We know we can be self-aware, mindful inwardly and outwardly, but does awareness need to acknowledge itself? It seems to me that awareness is consciousness and thought is its content. If I lose my content, I cease to exist, but is awareness affected by what happens to I?

I struggle with this question a lot!

If you think of awareness as a light that makes objects visible (hearable, feelable) this light can, in my experience, burn brighter or dimmer according to awakeness, mood, intention. Maybe that’s because awareness itself changes in intensity, or maybe awareness always burns at 100% but the mind obscures it.

?

Many many things. And the discoveries continue. The motivation is to discover, not to accumulate. That’s why I keep returning to ‘the fundamentals.’ They are always new.

But that’s me. I’ve always been unconventional in this way. Most people are probably looking for that one something that will make everything okay, good, perfect.

What do you mean by the fundamentals?

Awareness, consciousness, self I ego, psychological time, freedom, thought, meditation.

If we use this metaphor, the question is whether the metaphorical eye is the problem, or the light is the problem. The :“eye” is the conditioned mind and what it sees in the light of awareness, so if the light is dim, the eye can see what it’s conditioned to see. But if the light of awareness is bright, the illumination may be too much for the conditioned eye, and it reacts by denying what it sees.

Krishnamurti used the phrase “choiceless awareness”, which suggests that the conditioned mind can dim the light of awareness, making distortion possible. So for awareness to be choiceless, it has to be bright enough to illuminate the chosen distortion and denial of conditioned response.

So what is discovery in this area? Not what it is we may have discovered, but what is the nature of discovery?
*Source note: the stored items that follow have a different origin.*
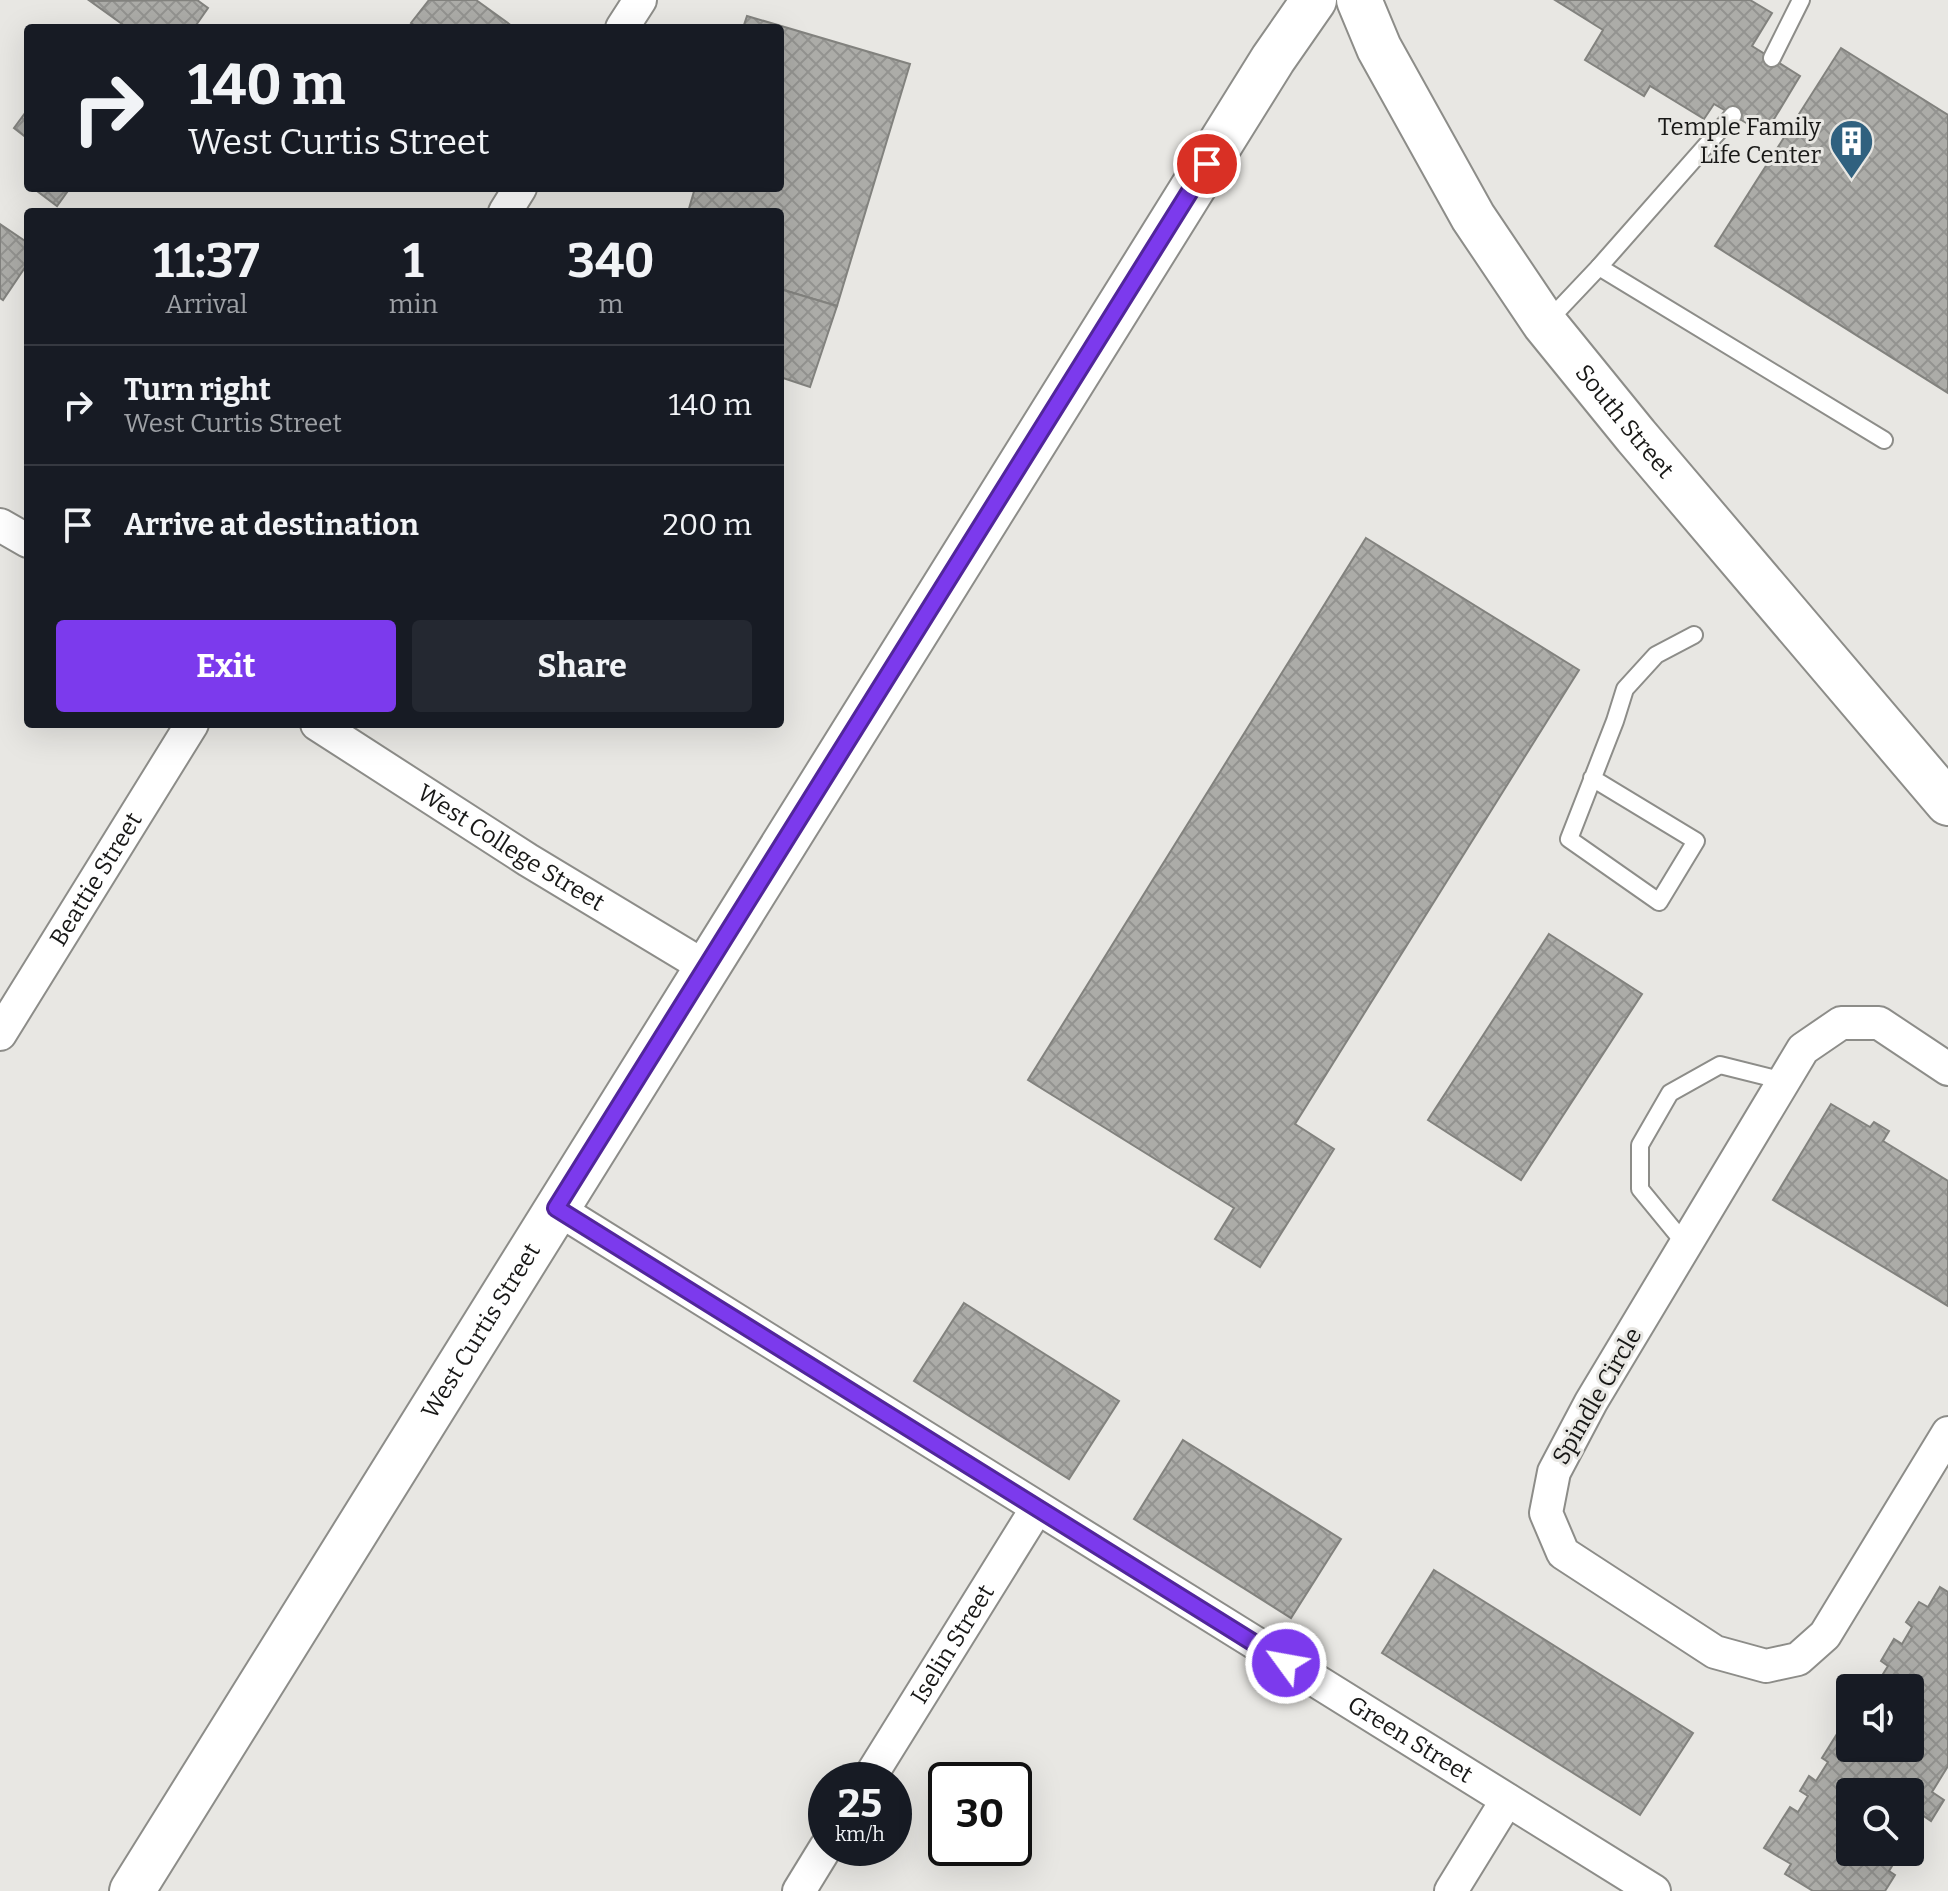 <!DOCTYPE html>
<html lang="en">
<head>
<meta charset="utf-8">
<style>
  :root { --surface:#171b24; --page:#242831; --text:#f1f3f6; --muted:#9ea1a6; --line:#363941; --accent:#7c3aed }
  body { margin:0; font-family:Bitter,serif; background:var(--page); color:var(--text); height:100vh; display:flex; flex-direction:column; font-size:30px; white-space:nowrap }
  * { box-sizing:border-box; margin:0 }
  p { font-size:26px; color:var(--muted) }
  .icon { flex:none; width:44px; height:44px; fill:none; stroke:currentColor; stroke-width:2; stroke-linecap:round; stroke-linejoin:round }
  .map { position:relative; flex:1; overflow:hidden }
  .panel { position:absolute; left:24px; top:208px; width:760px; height:520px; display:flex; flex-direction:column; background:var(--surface); border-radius:8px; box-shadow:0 8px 32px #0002 }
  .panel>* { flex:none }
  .banner { position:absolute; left:24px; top:24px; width:760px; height:168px; border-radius:8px; box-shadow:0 8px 32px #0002; background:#171b24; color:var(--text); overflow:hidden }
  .tools { position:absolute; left:1836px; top:1674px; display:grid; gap:16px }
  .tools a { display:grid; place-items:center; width:88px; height:88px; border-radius:8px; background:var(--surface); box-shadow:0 8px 32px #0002; font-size:40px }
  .speed { position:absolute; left:808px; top:1762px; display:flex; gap:16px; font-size:40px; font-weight:700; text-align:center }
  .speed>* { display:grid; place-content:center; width:104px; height:104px; border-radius:50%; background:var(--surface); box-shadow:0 8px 32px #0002; line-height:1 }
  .speed small { font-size:20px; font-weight:400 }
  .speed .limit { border:4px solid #111; border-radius:12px; background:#fff; color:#111 }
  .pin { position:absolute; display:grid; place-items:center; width:68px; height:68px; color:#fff; margin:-34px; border:4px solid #fff; border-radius:50%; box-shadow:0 2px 8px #0007 }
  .me { position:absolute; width:88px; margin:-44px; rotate:302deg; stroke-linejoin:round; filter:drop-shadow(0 0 6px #0008) }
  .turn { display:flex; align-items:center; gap:28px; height:168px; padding:0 32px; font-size:36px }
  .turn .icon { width:104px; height:104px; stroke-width:2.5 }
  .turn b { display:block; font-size:56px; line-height:68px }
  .eta { display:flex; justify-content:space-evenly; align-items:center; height:136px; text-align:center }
  .eta b { font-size:48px; font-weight:700; line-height:56px }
  .action { display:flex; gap:16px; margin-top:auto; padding:16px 32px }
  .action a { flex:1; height:92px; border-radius:8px; background:var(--accent); color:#fff; font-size:32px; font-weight:700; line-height:92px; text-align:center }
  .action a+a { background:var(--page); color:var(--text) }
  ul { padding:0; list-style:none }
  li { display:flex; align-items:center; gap:24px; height:120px; padding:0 32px; border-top:2px solid var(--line) }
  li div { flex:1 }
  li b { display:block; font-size:30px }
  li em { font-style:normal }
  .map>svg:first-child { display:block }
</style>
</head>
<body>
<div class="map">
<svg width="1948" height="1891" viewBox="0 0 1948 1891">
  <defs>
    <pattern id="building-cross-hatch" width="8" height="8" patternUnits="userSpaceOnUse" patternTransform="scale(2)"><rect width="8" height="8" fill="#acaca8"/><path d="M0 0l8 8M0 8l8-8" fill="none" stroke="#939390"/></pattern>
  </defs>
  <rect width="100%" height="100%" fill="#e8e7e3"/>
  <g fill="url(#building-cross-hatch)" stroke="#82827e" stroke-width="2">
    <polygon points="197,0 208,8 194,28 119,28 122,24 90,1"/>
    <polygon points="429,0 476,0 512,26 418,28 411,23"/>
    <polygon points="1555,0 1750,0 1772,13 1752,46 1800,76 1765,134 1714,104 1704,119 1650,86 1644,96 1585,60 1603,30"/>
    <polygon points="747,16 910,64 837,306 780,289 780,212 688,212 695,188 780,188 780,28 743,28"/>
    <polygon points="1841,48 1948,115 1948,393 1715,246"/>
    <polygon points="28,109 28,139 14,128"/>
    <polygon points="33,188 70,188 57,206"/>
    <polygon points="0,224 28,243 28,263 3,300 0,298"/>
    <polygon points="780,289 837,306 810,387 780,377"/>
    <polygon points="1366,538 1579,670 1295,1124 1334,1149 1260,1267 1215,1239 1234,1208 1028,1080"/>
    <polygon points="1549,934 1642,994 1521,1180 1428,1120"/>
    <polygon points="1831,1104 1870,1127 1874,1122 1889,1131 1883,1141 1948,1181 1948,1306 1773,1200"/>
    <polygon points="964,1303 1119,1401 1069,1479 914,1381"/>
    <polygon points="1183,1440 1341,1539 1291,1618 1134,1519"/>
    <polygon points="1434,1570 1693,1733 1640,1815 1382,1653"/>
    <polygon points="1940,1587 1948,1592 1948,1766 1932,1792 1944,1800 1931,1821 1922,1815 1910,1833 1910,1792 1850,1792 1850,1852 1910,1852 1910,1836 1920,1842 1910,1859 1900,1853 1889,1871 1895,1875 1885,1891 1813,1891 1785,1874 1791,1864 1764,1848 1790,1807 1798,1812 1808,1796 1800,1791 1809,1776 1816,1781 1828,1762 1822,1758 1837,1734 1848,1742 1850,1738 1850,1748 1910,1748 1910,1688 1866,1688 1872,1679 1878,1682 1888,1666 1881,1661 1894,1639 1902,1644 1912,1627 1906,1622 1919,1602 1928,1607"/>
  </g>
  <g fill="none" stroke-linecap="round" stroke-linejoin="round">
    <defs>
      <g id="lane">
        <polyline points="1772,58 1801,0"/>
        <polyline points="1599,267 1733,115"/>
        <polyline points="1546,323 1599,267 1884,440"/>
        <polyline points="1592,778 1696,841 1659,902 1569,839 1615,721 1625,689 1656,655 1694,635"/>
        <polyline points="1686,1245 1640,1189 1640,1145 1670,1093 1720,1065 1784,1081"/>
      </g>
      <g id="street">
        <polyline points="622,28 640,0"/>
        <polyline points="505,212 520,188"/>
        <polyline points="0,525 28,541"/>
        <path id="s1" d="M317,724L528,860L707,968"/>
        <path id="s2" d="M0,1034L192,724"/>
        <polyline points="1948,1069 1879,1023 1841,1023 1803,1049 1591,1402 1554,1472 1546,1513 1563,1553 1715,1652 1766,1666 1798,1659 1825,1635 1948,1433"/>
        <path id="s3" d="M556,1208L1654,1891"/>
        <path id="s4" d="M868,1780L1037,1508"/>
        <polyline points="799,1891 826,1847"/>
        <polyline points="1451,1891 1507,1800"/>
      </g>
      <g id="secondary">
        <path id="s5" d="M1359,0L1379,48L1473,217L1545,324L1636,436L1948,803"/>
        <path id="s6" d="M132,1891L1273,59L1314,0"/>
      </g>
    </defs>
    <use href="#lane" stroke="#8d8d89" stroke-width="20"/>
    <use href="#street" stroke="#8d8d89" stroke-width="36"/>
    <use href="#secondary" stroke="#8d8d89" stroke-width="48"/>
    <use href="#lane" stroke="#fff" stroke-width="16"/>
    <use href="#street" stroke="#fff" stroke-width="32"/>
    <use href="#secondary" stroke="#fff" stroke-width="44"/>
  </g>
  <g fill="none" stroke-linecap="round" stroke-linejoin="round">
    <defs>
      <polyline id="route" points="1207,164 556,1208 1286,1663"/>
    </defs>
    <use href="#route" stroke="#51269a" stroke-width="20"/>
    <use href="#route" stroke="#7c3aed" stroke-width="14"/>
  </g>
  <defs>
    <symbol id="building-pin" viewBox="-11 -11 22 30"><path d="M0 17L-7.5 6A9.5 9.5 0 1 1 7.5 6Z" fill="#30617f" stroke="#e8e7e3"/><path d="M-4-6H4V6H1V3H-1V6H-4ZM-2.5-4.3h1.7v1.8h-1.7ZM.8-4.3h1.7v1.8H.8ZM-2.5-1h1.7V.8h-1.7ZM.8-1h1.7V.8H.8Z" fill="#fff"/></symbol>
  </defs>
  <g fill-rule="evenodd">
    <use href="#building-pin" x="1826" y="116" width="51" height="69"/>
  </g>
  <g text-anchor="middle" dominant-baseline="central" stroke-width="6" stroke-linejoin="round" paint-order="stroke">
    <g font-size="24" fill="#181817" stroke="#e8e7e3" text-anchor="end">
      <text x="1821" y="127">Temple Family<tspan x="1821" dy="28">Life Center</tspan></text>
    </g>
    <g font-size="24" fill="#181817" stroke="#e8e7e3">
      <text stroke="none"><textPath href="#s5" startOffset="500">South Street</textPath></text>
      <text stroke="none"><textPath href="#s1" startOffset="230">West College Street</textPath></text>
      <text stroke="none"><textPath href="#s2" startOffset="182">Beattie Street</textPath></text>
      <text stroke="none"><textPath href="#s6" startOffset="660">West Curtis Street</textPath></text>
      <text transform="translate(1597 1396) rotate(-60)">Spindle Circle</text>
      <text stroke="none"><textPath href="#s4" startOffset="160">Iselin Street</textPath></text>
      <text stroke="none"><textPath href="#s3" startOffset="1006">Green Street</textPath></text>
    </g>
  </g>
</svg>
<div class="tools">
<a><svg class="icon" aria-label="sound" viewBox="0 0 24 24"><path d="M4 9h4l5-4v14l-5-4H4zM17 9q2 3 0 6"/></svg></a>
<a><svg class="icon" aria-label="search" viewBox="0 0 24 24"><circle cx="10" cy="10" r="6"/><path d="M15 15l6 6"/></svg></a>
</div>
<div class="speed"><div>25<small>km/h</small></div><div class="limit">30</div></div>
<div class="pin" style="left:1207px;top:164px;background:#d93025"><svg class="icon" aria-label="arrive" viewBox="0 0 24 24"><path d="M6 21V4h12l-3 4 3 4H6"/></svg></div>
<svg class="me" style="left:1286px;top:1663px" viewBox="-20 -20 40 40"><circle r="17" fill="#7c3aed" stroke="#fff" stroke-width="3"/><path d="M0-11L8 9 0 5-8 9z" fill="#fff"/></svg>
<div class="banner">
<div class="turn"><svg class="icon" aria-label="right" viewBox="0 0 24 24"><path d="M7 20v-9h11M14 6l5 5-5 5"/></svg><div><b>140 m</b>West Curtis Street</div></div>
</div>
<section class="panel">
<div class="eta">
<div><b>11:37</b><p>Arrival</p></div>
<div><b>1</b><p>min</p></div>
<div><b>340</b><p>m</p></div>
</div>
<ul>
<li><svg class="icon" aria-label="right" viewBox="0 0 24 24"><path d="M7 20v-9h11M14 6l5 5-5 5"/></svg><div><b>Turn right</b><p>West Curtis Street</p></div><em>140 m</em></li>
<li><svg class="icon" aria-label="arrive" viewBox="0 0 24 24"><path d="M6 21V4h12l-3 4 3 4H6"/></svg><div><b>Arrive at destination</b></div><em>200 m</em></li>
</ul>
<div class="action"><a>Exit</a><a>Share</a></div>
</section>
</div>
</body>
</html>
Are we motivated to discover intense regret, sadness, anger or guilt?

Insight is the term most often used here, so I’ll use it too: Insight into the nature of awareness, consciousness, self I ego, and so on.

Yes, if these things arise in my consciousness, I am sometimes (not always) motivated to discover something of their nature, what makes them tick.

Or both:

The light burns bright and the conditioned mind does the dimming.
The light dims on its own (fatigue, drugs, mood).

Doesn’t insight illuminate the entire area of consciousness? That is the nature of real discovery, isn’t it? It is not an isolated event, separate from all the rest, but it reveals the whole network of connections.

I think we have different interpretations of ‘insight.’ For me:

If insight is like a flashbulb in a dark room, the intensity of the flash determines the scope of the insight. It might be possible to have an insight that flashes so bright it illuminates the entire field of consciousness. (I’ve never experienced it.) But it’s way more likely for an insight flash to illuminate a part of consciousness. (We’ve all had plenty of those.)